_Assigned task:_ Copy the data exactly, pictures aside.

------------------------------------

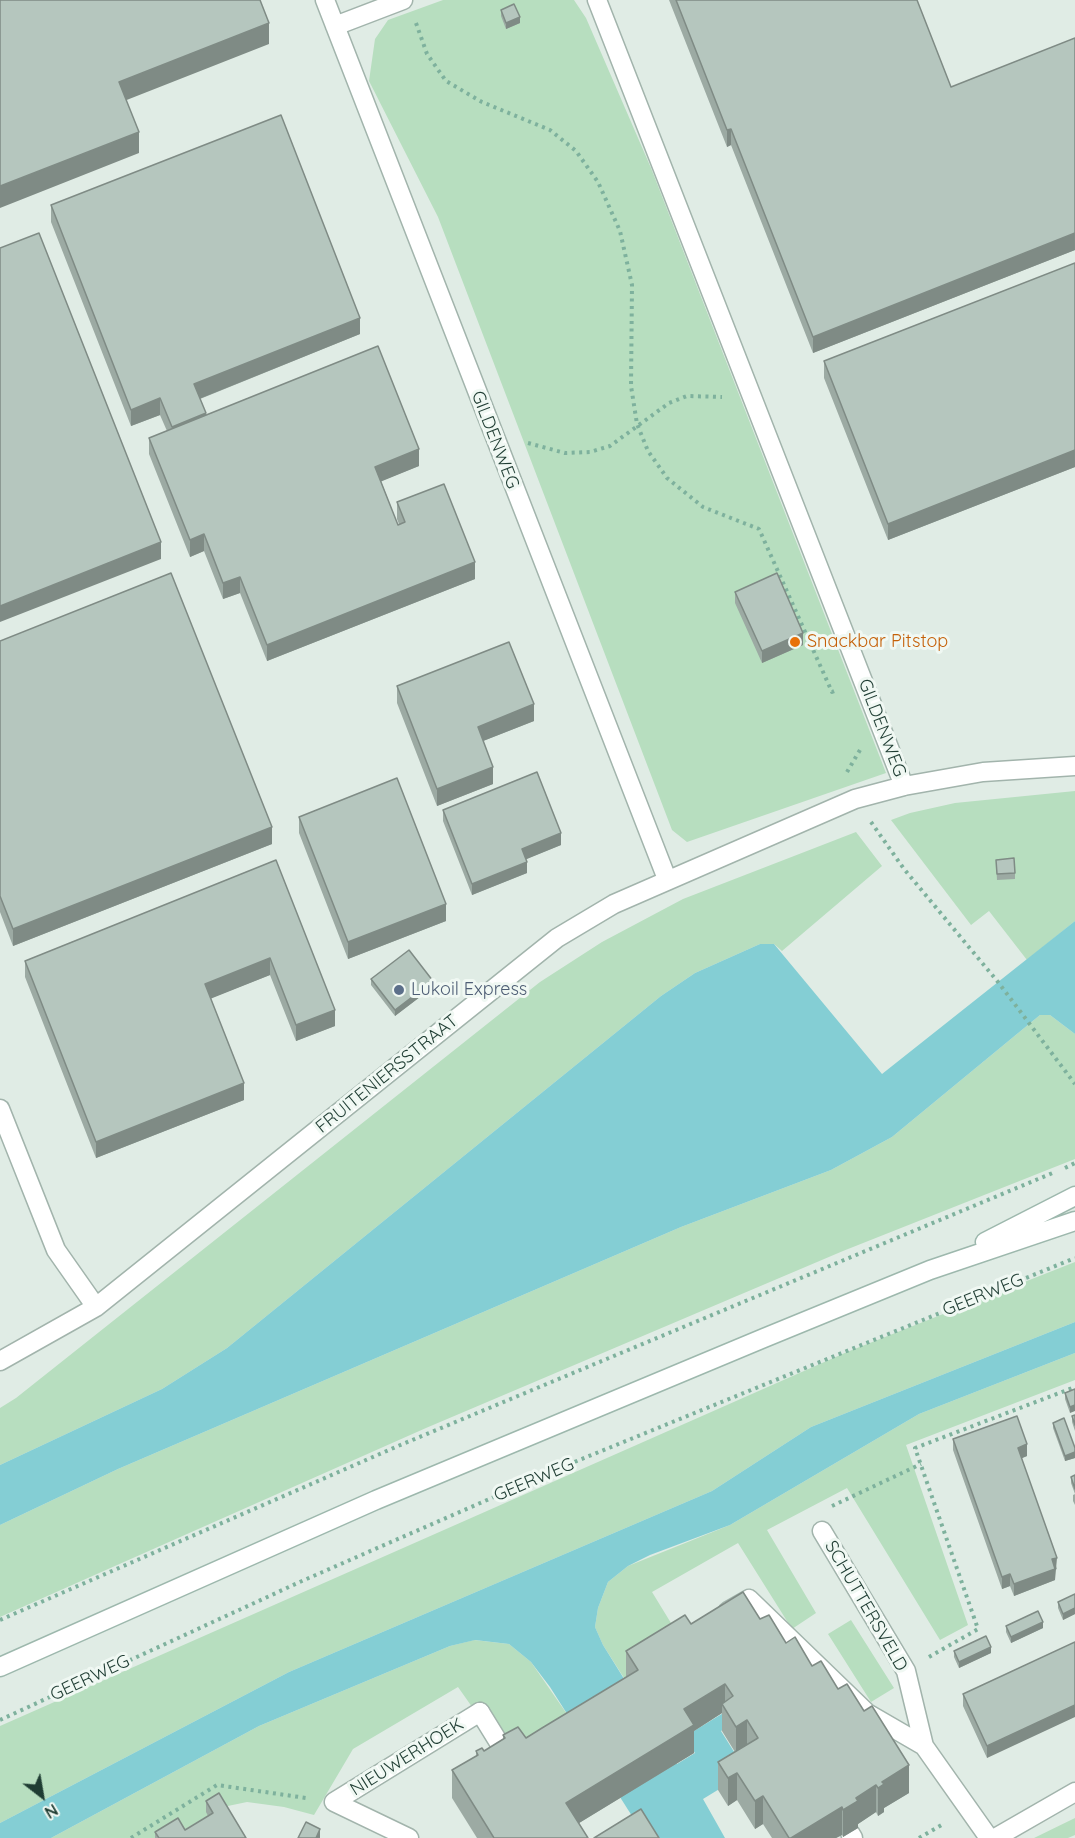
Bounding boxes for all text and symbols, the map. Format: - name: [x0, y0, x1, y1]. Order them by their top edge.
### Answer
- street label: GILDENWEG: [466, 388, 524, 492]
- place label: Snackbar Pitstop: [807, 631, 948, 653]
- marker: Snackbar Pitstop: [788, 635, 802, 649]
- street label: GILDENWEG: [853, 676, 911, 780]
- place label: Lukoil Express: [411, 979, 527, 1001]
- marker: Lukoil Express: [392, 983, 406, 997]
- street label: FRUITENIERSSTRAAT: [311, 1010, 463, 1138]
- street label: GEERWEG: [939, 1269, 1027, 1321]
- street label: GEERWEG: [491, 1453, 577, 1507]
- street label: SCHUTTERSVELD: [820, 1537, 912, 1675]
- street label: GEERWEG: [47, 1650, 133, 1706]
- street label: NIEUWERHOEK: [346, 1714, 468, 1800]
- north arrow: [12, 1766, 72, 1826]
- text: N: [41, 1800, 61, 1823]

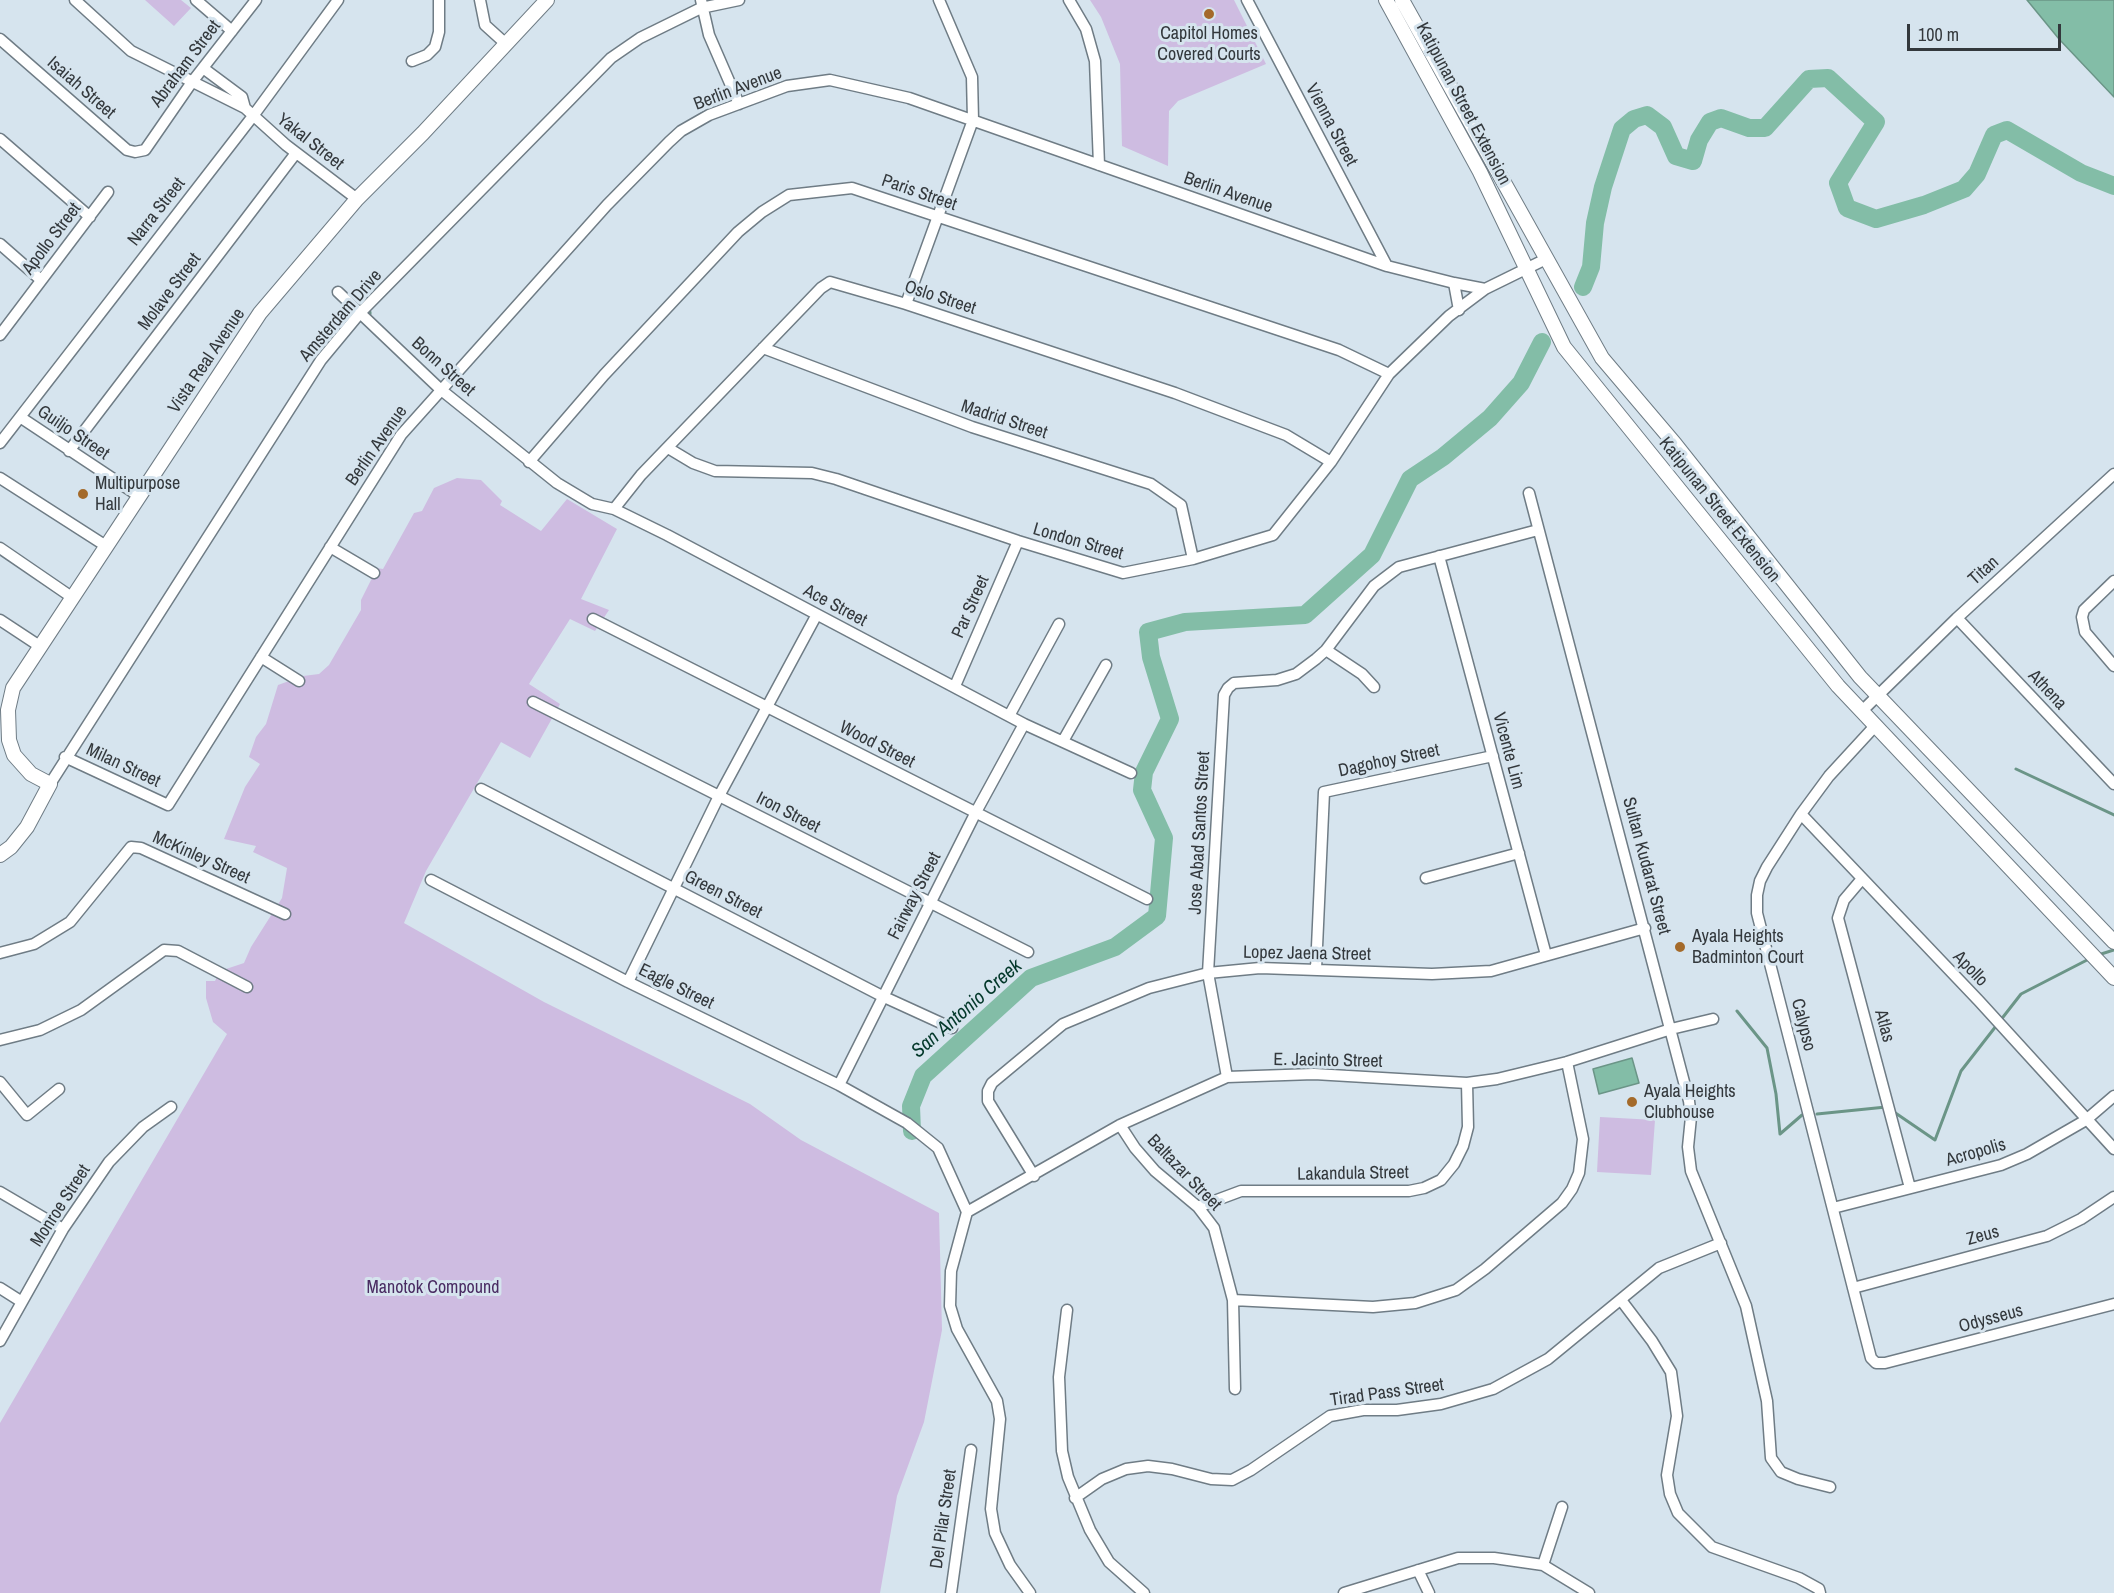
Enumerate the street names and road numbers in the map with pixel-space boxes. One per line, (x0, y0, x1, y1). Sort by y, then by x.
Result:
street label: Abraham Street (146, 16, 226, 112)
street label: Katipunan Street Extension (1411, 19, 1515, 189)
street label: Isaiah Street (42, 52, 120, 124)
street label: Berlin Avenue (691, 62, 785, 116)
street label: Vienna Street (1300, 80, 1362, 170)
street label: Yakal Street (272, 109, 348, 175)
street label: Berlin Avenue (1181, 168, 1275, 218)
street label: Paris Street (879, 170, 959, 216)
street label: Narra Street (124, 174, 190, 250)
street label: Apollo Street (18, 199, 86, 279)
street label: Molave Street (134, 249, 206, 335)
street label: Amsterdam Drive (295, 266, 387, 366)
street label: Oslo Street (902, 276, 978, 320)
street label: Vista Real Avenue (164, 304, 250, 418)
street label: Bonn Street (407, 333, 479, 401)
street label: Madrid Street (958, 396, 1050, 444)
street label: Guiljo Street (33, 401, 113, 465)
street label: Berlin Avenue (342, 402, 412, 490)
street label: Katipunan Street Extension (1654, 433, 1784, 587)
street label: London Street (1030, 519, 1126, 565)
street label: Titan (1964, 552, 2004, 590)
street label: Par Street (948, 572, 994, 642)
street label: Ace Street (800, 580, 870, 632)
street label: Athena (2023, 666, 2071, 714)
street label: Vicente Lim (1487, 710, 1529, 792)
street label: Wood Street (836, 717, 918, 773)
street label: Milan Street (82, 739, 164, 793)
street label: Dagohoy Street (1337, 740, 1441, 782)
street label: Jose Abad Santos Street (1185, 751, 1215, 915)
street label: Iron Street (752, 788, 824, 838)
street label: Sultan Kudarat Street (1617, 795, 1675, 937)
street label: McKinley Street (149, 827, 253, 889)
street label: Fairway Street (884, 849, 946, 943)
street label: Green Street (680, 866, 766, 924)
street label: Lopez Jaena Street (1243, 942, 1371, 966)
street label: Apollo (1948, 947, 1992, 991)
street label: Eagle Street (635, 959, 717, 1015)
street label: Calypso (1786, 997, 1820, 1053)
street label: Atlas (1869, 1007, 1899, 1045)
street label: E. Jacinto Street (1273, 1049, 1383, 1073)
street label: Baltazar Street (1142, 1130, 1226, 1216)
street label: Acropolis (1943, 1134, 2009, 1172)
street label: Monroe Street (26, 1161, 96, 1251)
street label: Lakandula Street (1297, 1162, 1409, 1186)
street label: Zeus (1964, 1221, 2002, 1251)
street label: Odysseus (1957, 1300, 2025, 1338)
street label: Tirad Pass Street (1329, 1374, 1445, 1412)
street label: Del Pilar Street (926, 1468, 962, 1570)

------------------------------------

_Answer to the exercise:_
Bounding boxes for all text and symbols, the map. Format: - name: [x0, y0, x1, y1]. Order them by their top edge.
### Answer
- street label: GILDENWEG: [466, 388, 524, 492]
- place label: Snackbar Pitstop: [807, 631, 948, 653]
- marker: Snackbar Pitstop: [788, 635, 802, 649]
- street label: GILDENWEG: [853, 676, 911, 780]
- place label: Lukoil Express: [411, 979, 527, 1001]
- marker: Lukoil Express: [392, 983, 406, 997]
- street label: FRUITENIERSSTRAAT: [311, 1010, 463, 1138]
- street label: GEERWEG: [939, 1269, 1027, 1321]
- street label: GEERWEG: [491, 1453, 577, 1507]
- street label: SCHUTTERSVELD: [820, 1537, 912, 1675]
- street label: GEERWEG: [47, 1650, 133, 1706]
- street label: NIEUWERHOEK: [346, 1714, 468, 1800]
- north arrow: [12, 1766, 72, 1826]
- text: N: [41, 1800, 61, 1823]

Enumerate the street names and road numbers in the map with pixel-space boxes. One per line, (x0, y0, x1, y1). Sort by y, then by x.
Result:
street label: Abraham Street (146, 16, 226, 112)
street label: Katipunan Street Extension (1411, 19, 1515, 189)
street label: Isaiah Street (42, 52, 120, 124)
street label: Berlin Avenue (691, 62, 785, 116)
street label: Vienna Street (1300, 80, 1362, 170)
street label: Yakal Street (272, 109, 348, 175)
street label: Berlin Avenue (1181, 168, 1275, 218)
street label: Paris Street (879, 170, 959, 216)
street label: Narra Street (124, 174, 190, 250)
street label: Apollo Street (18, 199, 86, 279)
street label: Molave Street (134, 249, 206, 335)
street label: Amsterdam Drive (295, 266, 387, 366)
street label: Oslo Street (902, 276, 978, 320)
street label: Vista Real Avenue (164, 304, 250, 418)
street label: Bonn Street (407, 333, 479, 401)
street label: Madrid Street (958, 396, 1050, 444)
street label: Guiljo Street (33, 401, 113, 465)
street label: Berlin Avenue (342, 402, 412, 490)
street label: Katipunan Street Extension (1654, 433, 1784, 587)
street label: London Street (1030, 519, 1126, 565)
street label: Titan (1964, 552, 2004, 590)
street label: Par Street (948, 572, 994, 642)
street label: Ace Street (800, 580, 870, 632)
street label: Athena (2023, 666, 2071, 714)
street label: Vicente Lim (1487, 710, 1529, 792)
street label: Wood Street (836, 717, 918, 773)
street label: Milan Street (82, 739, 164, 793)
street label: Dagohoy Street (1337, 740, 1441, 782)
street label: Jose Abad Santos Street (1185, 751, 1215, 915)
street label: Iron Street (752, 788, 824, 838)
street label: Sultan Kudarat Street (1617, 795, 1675, 937)
street label: McKinley Street (149, 827, 253, 889)
street label: Fairway Street (884, 849, 946, 943)
street label: Green Street (680, 866, 766, 924)
street label: Lopez Jaena Street (1243, 942, 1371, 966)
street label: Apollo (1948, 947, 1992, 991)
street label: Eagle Street (635, 959, 717, 1015)
street label: Calypso (1786, 997, 1820, 1053)
street label: Atlas (1869, 1007, 1899, 1045)
street label: E. Jacinto Street (1273, 1049, 1383, 1073)
street label: Baltazar Street (1142, 1130, 1226, 1216)
street label: Acropolis (1943, 1134, 2009, 1172)
street label: Monroe Street (26, 1161, 96, 1251)
street label: Lakandula Street (1297, 1162, 1409, 1186)
street label: Zeus (1964, 1221, 2002, 1251)
street label: Odysseus (1957, 1300, 2025, 1338)
street label: Tirad Pass Street (1329, 1374, 1445, 1412)
street label: Del Pilar Street (926, 1468, 962, 1570)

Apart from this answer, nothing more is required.